Когда Орджоникидзе вышел из кабинета Нечаева, управленческий коридор был уже освещен. Нарком подавил улыбку и направился к выходу, где ожидали сопровождавшие его товарищи. Неожиданно перед ним появился Громов и попросил на одну минуту зайти к нему. Орджоникидзе прищурился, переступил порог услужливо распахнутой двери, спросил:

— Что вас так беспокоит?

— Я вижу, у вас неблагоприятное мнение обо мне, — заговорил Громов. — Но ведь Нечаеву вы доверяете? Нечаев — красный директор. Не станет же он окружать себя всякими прочими…

— Красных директоров теперь нет. Пора бы отказаться от этого слова. Потому что нет у нас теперь директоров белых.

— Согласен. Я хотел сказать… хотел сказал, Григорий Константинович, как трудно работать, когда каждый день ревизуют.

— Я теперь в РКИ не работаю, — усмехнулся Серго.

— Ревизовать ревизуют, — продолжал Громов, — а разобраться не могут. Сперва дали нам заграничное оборудование… тот же блюминг… а потом пошло свое.

— Погодите-ка, Громов. На Ижорском заводе еще два года назад строился первый советский блюминг. И он оказался не хуже заграничных. Времена, когда мы, сложив бумаги в чемоданы, отправлялись в Европу или Америку проектировать наши заводы, давно прошли. Но есть еще люди вроде вас, все им подавай заграничное, все, вплоть до железных конструкций. А когда стали делать эти конструкции сами, оказалось — ничем не хуже.

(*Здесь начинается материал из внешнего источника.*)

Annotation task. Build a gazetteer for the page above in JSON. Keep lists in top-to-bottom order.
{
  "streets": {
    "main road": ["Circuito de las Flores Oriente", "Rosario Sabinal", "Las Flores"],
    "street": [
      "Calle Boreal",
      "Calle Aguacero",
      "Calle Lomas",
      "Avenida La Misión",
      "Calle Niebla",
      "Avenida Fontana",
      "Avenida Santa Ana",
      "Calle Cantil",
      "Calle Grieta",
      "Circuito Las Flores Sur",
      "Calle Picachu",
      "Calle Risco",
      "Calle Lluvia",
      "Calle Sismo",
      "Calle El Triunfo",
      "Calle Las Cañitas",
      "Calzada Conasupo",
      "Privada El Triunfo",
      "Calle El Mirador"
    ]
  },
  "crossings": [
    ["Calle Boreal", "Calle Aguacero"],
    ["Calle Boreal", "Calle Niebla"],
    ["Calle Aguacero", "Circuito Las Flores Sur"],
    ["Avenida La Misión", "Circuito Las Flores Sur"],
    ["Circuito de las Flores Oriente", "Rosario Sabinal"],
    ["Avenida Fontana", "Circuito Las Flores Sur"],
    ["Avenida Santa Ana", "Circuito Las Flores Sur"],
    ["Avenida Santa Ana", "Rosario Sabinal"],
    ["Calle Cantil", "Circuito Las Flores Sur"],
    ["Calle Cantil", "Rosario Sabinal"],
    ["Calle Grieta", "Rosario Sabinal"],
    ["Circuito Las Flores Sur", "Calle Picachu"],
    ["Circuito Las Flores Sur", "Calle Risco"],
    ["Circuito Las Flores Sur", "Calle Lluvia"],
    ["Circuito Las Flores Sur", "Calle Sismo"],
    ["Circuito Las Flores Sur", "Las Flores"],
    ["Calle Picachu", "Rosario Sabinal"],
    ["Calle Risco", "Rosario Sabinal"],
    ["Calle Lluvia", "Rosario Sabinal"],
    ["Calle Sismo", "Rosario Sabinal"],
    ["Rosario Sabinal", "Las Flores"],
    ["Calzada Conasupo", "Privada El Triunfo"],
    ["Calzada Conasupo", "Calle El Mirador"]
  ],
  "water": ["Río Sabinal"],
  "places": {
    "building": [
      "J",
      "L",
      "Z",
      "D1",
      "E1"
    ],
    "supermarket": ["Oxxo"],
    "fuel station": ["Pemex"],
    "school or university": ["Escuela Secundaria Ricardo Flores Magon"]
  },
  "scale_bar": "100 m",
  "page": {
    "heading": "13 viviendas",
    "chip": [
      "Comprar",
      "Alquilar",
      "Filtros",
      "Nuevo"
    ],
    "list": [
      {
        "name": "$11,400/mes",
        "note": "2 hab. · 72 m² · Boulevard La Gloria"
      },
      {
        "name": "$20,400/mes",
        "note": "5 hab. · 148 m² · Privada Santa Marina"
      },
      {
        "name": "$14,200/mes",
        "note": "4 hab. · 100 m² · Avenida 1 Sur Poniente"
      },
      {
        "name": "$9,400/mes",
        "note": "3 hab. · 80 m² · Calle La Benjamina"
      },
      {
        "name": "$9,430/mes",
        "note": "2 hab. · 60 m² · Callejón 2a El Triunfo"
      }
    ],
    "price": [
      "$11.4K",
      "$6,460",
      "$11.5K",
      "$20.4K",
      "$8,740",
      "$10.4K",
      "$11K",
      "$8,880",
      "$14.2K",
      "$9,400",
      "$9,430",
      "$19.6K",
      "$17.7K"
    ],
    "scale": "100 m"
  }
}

— Конструкции… не возражаю… хорошие.

— Рад, что и вы их признали!

— Вы так говорите, будто я против генеральной линии партии.

— Называть себя сторонником генеральной линии партии и в то же время требовать вывозить все из-за границы?

— Так говорите, — продолжал свое Громов, — будто я враг какой… Вот Черкашин…

— А что Черкашин?

— Помните, Григорий Константинович, вы на партконференции об одном старом специалисте говорили, что он человек в общем хороший, и большевикам помогает, пока они заводы и фабрики строят, но хозяйственные вопросы он будет решать по-своему, потому что ни в какой социализм не верит. Вот и Черкашин… Уклонист он.

— Уверен, что мне надо бояться не уклониста Черкашина, а бюрократа Громова, — сухо сказал Орджоникидзе.

— Григорий Константинович, видите, — Громов указал на свой стол, — ни одной бумажки!

— Суть не в бумажной пачкотне! Самым злостным, самым вредным бюрократом теперь является тот, кто не выполняет честно и аккуратно решения партии и правительства… Мне сегодня рассказывали, какой вы переполох подняли, когда рабочие тянули какую-то установку.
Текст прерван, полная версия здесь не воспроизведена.